Brutta disavventura per la consigliera regionale Carla Mannetti che si è trovata a fare i conti con un tentativo di furto nella propria abitazione, con il figlio in casa. Fatto che riaccende il tema della sicurezza, anche dopo l’aggressione in un appartamento di via Garibaldi
Non è tanto la questione personale ma collettiva. L’episodio raccontato dalla consigliera regionale Carla Mannetti avvenuto ieri, intorno alle 19, nella sua abitazione alla villa comunale, riaccende i riflettori sul tema dei furti e della sicurezza in città. I ladri sono entrati forzando con un piede di porco la finestra al primo piano, sul balcone, e sono riusciti ad introdursi nell’appartamento. Il figlio era in casa, ha sentito dei rumori e ha chiamato a gran voce la sorella, pensando che fosse lei appena rientrata. La voce del ragazzo, probabilmente, ha fatto scappare i ladri con i Carabinieri che sono giunti sul posto a raccogliere la denuncia. In pochi minuti, però, un altro furto ad un appartamento di fronte dove però non c’era nessuno in quel momento.

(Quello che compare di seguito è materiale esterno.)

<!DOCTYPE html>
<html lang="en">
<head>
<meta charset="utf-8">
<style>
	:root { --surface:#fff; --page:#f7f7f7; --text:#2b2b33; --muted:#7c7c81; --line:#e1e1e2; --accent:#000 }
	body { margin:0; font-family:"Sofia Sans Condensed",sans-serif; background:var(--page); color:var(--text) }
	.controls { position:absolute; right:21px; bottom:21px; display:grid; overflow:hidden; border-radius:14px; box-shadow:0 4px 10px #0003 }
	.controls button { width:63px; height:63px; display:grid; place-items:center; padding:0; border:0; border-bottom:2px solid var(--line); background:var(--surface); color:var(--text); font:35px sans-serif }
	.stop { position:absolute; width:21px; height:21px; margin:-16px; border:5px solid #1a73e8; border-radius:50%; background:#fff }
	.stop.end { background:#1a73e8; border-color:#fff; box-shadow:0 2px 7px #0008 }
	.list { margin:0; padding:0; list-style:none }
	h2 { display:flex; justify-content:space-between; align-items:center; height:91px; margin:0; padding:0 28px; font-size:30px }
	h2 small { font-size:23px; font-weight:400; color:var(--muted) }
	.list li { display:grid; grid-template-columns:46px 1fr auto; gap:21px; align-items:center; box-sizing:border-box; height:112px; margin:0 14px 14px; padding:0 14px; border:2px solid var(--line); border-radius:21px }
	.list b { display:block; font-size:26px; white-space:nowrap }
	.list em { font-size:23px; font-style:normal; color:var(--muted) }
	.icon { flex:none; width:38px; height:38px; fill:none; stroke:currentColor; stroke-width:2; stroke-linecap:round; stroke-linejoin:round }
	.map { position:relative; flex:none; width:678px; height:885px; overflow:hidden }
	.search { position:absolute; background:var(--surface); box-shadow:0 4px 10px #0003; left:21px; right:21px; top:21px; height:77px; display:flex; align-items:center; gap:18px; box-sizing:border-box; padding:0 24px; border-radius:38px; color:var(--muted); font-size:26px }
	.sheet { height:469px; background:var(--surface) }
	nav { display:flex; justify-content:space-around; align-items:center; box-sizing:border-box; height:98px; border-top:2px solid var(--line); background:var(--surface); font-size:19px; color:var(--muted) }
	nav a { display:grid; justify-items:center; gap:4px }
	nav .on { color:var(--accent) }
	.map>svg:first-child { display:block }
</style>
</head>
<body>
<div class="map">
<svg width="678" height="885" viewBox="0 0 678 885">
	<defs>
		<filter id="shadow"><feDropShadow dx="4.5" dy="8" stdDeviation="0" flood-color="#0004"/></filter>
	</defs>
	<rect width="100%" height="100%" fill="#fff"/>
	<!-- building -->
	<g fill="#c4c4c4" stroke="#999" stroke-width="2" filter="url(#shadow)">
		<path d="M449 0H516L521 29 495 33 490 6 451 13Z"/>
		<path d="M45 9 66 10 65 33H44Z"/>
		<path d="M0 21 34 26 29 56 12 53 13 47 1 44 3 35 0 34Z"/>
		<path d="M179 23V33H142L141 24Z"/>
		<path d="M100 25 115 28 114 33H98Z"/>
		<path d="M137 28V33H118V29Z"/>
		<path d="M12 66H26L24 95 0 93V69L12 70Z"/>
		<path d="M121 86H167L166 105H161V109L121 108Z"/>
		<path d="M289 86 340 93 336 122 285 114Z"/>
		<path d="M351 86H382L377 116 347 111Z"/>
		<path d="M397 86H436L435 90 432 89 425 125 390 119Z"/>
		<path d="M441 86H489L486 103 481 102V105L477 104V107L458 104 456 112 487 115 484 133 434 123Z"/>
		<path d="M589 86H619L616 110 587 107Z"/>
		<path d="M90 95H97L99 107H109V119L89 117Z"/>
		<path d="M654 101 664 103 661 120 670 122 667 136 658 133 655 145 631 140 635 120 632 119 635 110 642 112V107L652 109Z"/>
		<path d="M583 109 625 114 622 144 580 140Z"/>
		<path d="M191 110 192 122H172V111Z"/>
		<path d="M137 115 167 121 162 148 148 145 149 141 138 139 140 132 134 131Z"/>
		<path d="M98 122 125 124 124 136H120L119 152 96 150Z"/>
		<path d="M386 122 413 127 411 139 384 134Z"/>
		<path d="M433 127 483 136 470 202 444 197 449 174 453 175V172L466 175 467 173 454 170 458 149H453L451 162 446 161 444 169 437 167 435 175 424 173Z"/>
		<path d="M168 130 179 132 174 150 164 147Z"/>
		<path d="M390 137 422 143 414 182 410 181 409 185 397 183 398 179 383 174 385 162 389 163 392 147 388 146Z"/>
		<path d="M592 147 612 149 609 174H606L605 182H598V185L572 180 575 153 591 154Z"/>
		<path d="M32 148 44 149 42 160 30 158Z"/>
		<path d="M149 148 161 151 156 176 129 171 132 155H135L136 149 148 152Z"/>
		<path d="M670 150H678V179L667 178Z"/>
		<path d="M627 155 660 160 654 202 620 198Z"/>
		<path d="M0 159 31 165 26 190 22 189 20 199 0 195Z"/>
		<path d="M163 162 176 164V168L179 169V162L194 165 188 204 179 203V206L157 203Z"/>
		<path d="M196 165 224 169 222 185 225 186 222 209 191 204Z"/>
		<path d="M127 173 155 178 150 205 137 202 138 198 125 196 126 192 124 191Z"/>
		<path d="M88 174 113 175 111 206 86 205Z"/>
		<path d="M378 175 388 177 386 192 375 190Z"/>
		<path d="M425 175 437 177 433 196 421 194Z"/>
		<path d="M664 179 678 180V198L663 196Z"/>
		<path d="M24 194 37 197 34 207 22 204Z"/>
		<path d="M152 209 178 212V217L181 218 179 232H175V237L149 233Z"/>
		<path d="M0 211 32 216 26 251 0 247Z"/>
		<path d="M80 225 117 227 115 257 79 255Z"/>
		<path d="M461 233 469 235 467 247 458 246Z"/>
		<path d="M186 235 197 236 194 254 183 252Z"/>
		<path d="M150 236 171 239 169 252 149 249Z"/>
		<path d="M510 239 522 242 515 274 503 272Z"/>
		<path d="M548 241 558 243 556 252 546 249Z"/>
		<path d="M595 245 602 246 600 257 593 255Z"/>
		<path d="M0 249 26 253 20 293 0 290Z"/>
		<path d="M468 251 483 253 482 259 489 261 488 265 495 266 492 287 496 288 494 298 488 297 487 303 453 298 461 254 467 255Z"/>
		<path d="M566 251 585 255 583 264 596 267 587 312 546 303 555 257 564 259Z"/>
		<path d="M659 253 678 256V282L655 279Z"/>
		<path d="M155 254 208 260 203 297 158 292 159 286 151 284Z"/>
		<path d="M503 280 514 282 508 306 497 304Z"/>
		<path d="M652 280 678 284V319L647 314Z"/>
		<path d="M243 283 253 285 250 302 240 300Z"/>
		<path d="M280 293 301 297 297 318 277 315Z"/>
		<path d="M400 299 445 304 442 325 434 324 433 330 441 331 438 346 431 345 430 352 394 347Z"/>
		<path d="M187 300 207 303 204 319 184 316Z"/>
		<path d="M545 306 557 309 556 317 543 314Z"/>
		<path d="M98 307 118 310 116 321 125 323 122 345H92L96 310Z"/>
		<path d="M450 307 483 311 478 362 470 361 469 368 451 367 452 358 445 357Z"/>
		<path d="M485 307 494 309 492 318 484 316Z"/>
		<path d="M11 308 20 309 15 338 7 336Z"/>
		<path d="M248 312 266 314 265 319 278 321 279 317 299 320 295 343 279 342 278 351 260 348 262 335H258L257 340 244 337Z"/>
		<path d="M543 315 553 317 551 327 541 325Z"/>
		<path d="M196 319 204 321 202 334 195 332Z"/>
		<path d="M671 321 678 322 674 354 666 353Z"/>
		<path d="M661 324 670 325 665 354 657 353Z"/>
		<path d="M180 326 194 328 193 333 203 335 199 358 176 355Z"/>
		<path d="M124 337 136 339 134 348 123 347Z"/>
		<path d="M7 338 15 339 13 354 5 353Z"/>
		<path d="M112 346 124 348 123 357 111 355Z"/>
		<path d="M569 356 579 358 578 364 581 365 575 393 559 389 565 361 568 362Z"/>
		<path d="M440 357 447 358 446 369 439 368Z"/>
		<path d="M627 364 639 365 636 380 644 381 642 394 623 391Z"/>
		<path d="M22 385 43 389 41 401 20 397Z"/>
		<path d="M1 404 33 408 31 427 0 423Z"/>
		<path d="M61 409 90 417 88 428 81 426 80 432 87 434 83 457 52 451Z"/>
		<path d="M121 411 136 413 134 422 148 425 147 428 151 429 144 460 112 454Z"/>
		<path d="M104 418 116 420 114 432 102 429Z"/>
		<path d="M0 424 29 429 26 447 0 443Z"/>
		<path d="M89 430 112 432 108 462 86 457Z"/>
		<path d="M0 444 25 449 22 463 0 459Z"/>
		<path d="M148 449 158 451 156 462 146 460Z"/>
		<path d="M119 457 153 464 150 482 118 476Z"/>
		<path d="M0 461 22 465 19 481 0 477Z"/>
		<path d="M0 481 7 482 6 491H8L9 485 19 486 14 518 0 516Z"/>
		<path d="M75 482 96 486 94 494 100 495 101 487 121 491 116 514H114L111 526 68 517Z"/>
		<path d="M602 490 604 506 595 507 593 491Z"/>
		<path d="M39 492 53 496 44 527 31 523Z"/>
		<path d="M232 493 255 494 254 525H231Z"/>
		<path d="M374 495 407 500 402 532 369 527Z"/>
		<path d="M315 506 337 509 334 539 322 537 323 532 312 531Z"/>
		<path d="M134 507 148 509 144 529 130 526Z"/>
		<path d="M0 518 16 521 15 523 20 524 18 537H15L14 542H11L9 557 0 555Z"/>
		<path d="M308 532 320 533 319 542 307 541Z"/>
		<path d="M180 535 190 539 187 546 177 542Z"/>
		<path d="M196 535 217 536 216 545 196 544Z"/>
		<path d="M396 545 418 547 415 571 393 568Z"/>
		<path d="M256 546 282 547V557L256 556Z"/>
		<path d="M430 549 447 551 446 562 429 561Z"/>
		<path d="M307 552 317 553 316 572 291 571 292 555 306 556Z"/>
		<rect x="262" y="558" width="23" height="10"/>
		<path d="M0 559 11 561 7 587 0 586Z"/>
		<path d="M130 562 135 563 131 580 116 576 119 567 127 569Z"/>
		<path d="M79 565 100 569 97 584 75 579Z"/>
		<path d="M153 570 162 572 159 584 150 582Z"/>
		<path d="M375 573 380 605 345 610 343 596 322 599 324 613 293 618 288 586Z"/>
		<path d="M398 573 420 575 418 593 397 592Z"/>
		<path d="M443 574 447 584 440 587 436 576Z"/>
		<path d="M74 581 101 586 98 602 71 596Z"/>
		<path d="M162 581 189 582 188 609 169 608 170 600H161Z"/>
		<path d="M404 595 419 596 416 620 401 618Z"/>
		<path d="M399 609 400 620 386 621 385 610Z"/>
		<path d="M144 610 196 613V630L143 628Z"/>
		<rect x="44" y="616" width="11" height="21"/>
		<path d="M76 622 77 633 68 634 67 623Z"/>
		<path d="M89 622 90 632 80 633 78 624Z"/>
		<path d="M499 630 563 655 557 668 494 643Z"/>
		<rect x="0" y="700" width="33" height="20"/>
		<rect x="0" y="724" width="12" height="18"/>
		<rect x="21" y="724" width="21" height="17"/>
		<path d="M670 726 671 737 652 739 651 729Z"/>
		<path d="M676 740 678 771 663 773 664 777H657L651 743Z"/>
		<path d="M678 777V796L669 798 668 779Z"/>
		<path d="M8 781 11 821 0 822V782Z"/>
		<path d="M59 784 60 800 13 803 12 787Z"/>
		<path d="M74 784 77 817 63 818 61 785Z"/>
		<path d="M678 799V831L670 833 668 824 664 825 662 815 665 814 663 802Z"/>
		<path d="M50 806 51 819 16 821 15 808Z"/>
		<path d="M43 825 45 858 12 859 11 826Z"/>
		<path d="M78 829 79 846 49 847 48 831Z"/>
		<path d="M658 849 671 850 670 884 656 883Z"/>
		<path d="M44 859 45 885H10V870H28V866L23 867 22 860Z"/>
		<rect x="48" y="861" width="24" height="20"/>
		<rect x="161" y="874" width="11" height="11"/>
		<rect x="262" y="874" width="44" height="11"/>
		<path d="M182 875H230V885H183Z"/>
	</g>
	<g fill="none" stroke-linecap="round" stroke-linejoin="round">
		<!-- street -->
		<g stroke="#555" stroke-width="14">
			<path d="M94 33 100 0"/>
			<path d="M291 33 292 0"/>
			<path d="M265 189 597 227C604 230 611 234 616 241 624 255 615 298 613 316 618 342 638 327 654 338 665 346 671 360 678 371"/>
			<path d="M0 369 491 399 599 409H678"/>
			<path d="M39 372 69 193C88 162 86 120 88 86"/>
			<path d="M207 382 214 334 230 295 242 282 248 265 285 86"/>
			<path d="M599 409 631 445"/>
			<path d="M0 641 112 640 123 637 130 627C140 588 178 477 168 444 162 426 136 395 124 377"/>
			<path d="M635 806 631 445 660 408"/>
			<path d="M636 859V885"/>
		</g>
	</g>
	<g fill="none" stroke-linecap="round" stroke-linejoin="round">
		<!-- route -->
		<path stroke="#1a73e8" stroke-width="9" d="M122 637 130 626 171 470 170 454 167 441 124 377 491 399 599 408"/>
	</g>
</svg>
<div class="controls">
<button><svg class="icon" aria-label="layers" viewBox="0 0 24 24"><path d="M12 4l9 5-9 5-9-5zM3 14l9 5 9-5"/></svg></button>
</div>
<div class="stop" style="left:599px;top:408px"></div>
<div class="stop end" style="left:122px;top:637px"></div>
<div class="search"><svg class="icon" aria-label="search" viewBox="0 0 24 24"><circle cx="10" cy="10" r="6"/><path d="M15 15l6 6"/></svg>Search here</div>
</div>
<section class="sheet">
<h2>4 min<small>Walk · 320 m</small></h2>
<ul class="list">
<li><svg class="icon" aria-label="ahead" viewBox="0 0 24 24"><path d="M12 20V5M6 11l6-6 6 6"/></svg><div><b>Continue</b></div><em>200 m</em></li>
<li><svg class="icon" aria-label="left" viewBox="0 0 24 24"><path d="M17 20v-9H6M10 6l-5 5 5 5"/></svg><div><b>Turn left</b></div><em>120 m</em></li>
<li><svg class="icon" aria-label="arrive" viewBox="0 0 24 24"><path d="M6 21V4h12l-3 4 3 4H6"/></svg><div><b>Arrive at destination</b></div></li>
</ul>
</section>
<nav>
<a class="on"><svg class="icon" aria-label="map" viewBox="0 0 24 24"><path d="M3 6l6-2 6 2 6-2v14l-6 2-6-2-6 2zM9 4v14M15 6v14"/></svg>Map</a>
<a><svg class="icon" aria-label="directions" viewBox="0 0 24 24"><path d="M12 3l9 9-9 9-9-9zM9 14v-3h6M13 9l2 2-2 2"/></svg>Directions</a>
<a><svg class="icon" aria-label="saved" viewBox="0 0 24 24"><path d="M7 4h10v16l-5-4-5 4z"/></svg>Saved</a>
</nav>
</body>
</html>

Il tema è molto più ampio rispetto al singolo episodio. Sono mesi che in città si consumano furti o tentati furti facendo aumentare nei cittadini la percezione di insicurezza, anche perché commessi in pieno centro e in pieno giorno. Negli ultimi mesi, numerosi erano stati quelli nelle attività commerciali dell’immediata periferia aquilana e nelle frazioni.
Tra l’altro, solo tre giorni fa, si è consumata l’aggressione ad un egiziano in un appartamento di Palazzo Antinori, in via Garibaldi, con l’aggressore ancora ricercato dalla Polizia e una violenza inaudita che ha generato paura e preoccupazione tra i residenti. Un tema che la consigliera promette di voler affrontare a muso duro, perché non e possibile avere paura in casa propria e in pieno giorno.